[Blotter-commits] r917 - pkg/FinancialInstrument/inst/parser
noreply at r-forge.r-project.org
noreply at r-forge.r-project.org
Mon Jan 30 23:54:04 CET 2012
Author: gsee
Date: 2012-01-30 23:54:04 +0100 (Mon, 30 Jan 2012)
New Revision: 917
Modified:
pkg/FinancialInstrument/inst/parser/TRTH_BackFill.R
Log:
patch header creation; use of metadata is optional.
Modified: pkg/FinancialInstrument/inst/parser/TRTH_BackFill.R
===================================================================
--- pkg/FinancialInstrument/inst/parser/TRTH_BackFill.R 2012-01-23 17:31:14 UTC (rev 916)
+++ pkg/FinancialInstrument/inst/parser/TRTH_BackFill.R 2012-01-30 22:54:04 UTC (rev 917)
@@ -32,6 +32,8 @@
#default_currency = 'USD' # passed to instrument.auto if type cannot be inferred from RIC
#digits.sec = 6 # for options(digits.secs=digits.secs)
#width = 200 # for options(width=width)
+#use.instrument = FALSE # If TRUE, non-defined instruments will be defined, and
+ # negative prices will be removed from non-synthetics
#instrument_file = [searches path.output for filename containing 'instruments'] #name of instrument envir RData file
#job.name = "" # the Reuters TRTH job name (by default all files not on disk)
#no.cores = 4 # number of cores for foreach
@@ -50,6 +52,7 @@
# path.output = '~/TRTH/',
# width = 200,
# digits.secs = 6,
+# use.instrument = FALSE,
# instrument_file = '~/TRTH/instruments.RData',
# username = 'email at domain.com',
# password = 'password',
@@ -59,7 +62,7 @@
# overwrite = FALSE,
# tick.image = TRUE,
# sec.image = TRUE,
-# no.cores = 20
+# no.cores = 20,
#)
#
#download_reut(.TRTH) # Download big zipped CSV
@@ -145,11 +148,19 @@
.TRTH$sec.image <- pickArg('sec.image', TRUE)
.TRTH$no.cores <- pickArg('no.cores', 4)
- instr.file.bak <- tail(list.files(path.output)[grep("instruments", list.files(path.output))], 1)

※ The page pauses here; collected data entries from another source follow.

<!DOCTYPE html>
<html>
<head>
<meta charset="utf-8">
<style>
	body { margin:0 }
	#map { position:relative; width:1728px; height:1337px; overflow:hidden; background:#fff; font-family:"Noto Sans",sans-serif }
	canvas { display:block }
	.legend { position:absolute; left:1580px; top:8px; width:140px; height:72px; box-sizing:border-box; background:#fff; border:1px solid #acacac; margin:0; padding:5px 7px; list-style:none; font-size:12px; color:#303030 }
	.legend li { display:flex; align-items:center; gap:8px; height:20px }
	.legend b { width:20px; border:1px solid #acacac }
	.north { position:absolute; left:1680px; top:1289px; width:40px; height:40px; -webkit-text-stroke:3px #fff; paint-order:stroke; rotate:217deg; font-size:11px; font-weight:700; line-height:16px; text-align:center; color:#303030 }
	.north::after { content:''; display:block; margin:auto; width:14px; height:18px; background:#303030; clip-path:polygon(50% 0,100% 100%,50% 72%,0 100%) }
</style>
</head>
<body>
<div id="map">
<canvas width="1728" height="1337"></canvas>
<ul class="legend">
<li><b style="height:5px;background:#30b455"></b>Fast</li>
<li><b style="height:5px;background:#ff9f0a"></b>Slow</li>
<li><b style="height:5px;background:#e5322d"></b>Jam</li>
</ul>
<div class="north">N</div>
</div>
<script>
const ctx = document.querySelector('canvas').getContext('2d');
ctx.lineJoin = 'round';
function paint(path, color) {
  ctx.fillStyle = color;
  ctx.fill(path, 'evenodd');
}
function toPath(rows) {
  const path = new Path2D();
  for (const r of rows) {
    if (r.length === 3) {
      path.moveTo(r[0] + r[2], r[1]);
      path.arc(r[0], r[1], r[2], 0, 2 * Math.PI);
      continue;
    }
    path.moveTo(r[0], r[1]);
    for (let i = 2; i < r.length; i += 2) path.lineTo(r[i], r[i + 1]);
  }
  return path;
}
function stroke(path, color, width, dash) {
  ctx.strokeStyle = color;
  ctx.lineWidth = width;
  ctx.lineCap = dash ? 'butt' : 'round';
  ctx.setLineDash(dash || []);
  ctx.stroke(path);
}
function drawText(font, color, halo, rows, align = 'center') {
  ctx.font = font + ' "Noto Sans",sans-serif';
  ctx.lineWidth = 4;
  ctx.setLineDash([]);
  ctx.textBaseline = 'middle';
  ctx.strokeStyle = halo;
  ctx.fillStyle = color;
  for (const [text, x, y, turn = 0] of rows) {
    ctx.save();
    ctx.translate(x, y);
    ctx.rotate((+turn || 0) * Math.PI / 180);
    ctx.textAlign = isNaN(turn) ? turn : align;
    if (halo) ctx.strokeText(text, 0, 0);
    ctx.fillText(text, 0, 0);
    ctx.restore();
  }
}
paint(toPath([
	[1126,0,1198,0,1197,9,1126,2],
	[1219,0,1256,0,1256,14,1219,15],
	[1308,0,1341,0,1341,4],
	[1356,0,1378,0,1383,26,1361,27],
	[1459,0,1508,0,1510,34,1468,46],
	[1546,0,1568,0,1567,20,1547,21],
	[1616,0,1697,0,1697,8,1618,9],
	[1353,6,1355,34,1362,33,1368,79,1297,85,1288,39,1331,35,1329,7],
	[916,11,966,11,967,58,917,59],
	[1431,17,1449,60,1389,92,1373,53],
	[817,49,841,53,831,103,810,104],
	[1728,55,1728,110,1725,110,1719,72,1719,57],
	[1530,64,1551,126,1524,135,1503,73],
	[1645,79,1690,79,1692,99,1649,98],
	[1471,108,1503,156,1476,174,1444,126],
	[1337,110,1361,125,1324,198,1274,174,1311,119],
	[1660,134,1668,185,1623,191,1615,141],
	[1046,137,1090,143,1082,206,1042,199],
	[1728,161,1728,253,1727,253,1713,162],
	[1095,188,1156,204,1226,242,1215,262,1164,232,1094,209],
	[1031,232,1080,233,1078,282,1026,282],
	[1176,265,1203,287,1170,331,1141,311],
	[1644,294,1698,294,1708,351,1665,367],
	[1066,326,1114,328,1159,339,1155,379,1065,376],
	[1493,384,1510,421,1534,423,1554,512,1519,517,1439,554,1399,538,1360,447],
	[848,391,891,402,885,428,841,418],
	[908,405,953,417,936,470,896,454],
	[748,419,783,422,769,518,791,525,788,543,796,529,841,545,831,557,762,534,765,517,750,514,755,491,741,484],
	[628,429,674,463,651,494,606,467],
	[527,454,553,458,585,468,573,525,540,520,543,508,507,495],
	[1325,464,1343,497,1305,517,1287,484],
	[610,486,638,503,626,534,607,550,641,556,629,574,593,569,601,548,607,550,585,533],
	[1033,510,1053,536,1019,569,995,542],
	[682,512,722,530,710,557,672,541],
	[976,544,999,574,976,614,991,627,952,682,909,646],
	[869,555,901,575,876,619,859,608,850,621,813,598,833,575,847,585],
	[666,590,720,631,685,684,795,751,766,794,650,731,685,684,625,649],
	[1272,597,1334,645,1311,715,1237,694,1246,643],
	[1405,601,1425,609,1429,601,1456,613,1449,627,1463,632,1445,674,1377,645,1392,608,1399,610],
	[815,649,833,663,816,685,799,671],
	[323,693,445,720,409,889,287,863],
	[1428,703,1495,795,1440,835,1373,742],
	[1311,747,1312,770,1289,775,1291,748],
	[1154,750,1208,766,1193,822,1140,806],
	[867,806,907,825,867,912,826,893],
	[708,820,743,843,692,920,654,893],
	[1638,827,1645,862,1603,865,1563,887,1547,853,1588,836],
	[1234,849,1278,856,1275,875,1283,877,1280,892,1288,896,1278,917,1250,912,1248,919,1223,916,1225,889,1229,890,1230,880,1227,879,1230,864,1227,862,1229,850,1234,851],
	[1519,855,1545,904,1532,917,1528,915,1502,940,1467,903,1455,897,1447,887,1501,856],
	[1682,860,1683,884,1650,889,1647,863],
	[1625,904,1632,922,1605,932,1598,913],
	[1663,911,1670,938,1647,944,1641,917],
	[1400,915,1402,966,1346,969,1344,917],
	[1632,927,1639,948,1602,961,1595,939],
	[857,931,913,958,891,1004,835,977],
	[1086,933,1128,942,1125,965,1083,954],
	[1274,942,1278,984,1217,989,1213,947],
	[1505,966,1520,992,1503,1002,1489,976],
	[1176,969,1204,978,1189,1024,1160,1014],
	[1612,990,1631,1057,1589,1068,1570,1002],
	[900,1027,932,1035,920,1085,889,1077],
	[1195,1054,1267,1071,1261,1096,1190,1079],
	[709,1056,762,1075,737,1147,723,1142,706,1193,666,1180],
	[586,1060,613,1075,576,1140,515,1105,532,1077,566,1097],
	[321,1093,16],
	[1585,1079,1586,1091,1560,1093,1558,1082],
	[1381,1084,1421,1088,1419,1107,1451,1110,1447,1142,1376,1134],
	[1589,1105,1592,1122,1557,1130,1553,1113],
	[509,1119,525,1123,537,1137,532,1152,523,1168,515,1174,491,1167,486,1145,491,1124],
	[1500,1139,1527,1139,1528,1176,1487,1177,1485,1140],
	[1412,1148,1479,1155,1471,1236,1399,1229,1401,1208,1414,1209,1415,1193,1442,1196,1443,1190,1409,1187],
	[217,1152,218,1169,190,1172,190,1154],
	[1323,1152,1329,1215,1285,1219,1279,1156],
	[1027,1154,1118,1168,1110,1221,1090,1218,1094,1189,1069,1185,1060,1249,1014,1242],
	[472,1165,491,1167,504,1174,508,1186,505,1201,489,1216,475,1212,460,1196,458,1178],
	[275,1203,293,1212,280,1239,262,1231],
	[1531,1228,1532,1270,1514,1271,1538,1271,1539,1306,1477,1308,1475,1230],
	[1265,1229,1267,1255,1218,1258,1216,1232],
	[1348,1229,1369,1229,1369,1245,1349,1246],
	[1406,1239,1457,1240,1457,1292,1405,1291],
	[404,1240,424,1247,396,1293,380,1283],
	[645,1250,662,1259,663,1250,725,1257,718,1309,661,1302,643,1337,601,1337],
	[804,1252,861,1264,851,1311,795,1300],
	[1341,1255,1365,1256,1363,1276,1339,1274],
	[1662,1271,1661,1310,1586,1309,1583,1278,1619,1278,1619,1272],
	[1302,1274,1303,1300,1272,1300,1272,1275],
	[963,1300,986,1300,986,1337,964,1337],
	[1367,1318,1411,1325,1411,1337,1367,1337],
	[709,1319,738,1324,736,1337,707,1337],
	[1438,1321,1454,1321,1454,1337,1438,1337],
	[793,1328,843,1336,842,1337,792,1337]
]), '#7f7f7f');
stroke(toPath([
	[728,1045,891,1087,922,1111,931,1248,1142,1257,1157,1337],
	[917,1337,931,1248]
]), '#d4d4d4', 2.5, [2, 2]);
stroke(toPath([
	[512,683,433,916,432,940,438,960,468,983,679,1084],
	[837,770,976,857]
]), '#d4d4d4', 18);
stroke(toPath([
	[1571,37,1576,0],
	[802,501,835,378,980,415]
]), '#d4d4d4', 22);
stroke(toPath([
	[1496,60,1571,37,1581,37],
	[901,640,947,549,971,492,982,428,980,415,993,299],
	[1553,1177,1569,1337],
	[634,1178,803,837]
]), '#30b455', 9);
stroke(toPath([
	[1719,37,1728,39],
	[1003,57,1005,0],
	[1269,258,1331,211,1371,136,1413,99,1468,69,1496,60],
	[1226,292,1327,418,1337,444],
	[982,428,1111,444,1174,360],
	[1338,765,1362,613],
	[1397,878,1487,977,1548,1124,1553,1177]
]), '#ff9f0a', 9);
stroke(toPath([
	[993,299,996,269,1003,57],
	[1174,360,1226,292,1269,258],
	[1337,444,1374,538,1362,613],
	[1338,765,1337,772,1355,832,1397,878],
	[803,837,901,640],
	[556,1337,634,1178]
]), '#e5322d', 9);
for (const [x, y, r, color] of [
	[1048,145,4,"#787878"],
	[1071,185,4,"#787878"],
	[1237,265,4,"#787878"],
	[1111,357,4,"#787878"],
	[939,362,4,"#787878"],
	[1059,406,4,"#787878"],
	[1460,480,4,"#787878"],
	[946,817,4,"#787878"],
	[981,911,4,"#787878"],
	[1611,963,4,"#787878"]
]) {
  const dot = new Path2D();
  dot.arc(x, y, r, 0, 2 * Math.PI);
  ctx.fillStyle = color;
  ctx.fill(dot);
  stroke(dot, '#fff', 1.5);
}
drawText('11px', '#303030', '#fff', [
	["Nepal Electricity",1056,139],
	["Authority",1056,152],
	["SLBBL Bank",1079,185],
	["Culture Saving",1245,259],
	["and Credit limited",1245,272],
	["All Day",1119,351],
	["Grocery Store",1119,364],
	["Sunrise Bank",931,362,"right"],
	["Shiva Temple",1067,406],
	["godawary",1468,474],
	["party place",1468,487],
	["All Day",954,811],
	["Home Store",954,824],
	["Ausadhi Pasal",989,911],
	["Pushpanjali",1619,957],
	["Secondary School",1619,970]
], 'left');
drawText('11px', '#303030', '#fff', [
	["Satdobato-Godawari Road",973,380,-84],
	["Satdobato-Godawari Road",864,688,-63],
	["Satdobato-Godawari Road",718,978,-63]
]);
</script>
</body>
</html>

- .TRTH$instrument_file <- pickArg('instrument_file', instr.file.bak)
- if (length(.TRTH$instrument_file) == 0 || is.na(.TRTH$instrument_file) || !file.exists(.TRTH$instrument_file))
- stop("Please specify a valid filepath for instrument_file or move a file with 'instruments' in its name to 'path.output'")
+ .TRTH$use.instrument <- pickArg('use.instrument', FALSE)
+ # if `use.instrument` is TRUE, then the code will remove negative prices from
+ # instruments that are not of type='synthetic'. An instrument_file that contains an .instrument is required
+ # and will be loaded. If the RIC cannot be found in the .instrument environment, it will be auto defined
+ # using instrument.auto.
+ # Using use.instrument=TRUE can take a while.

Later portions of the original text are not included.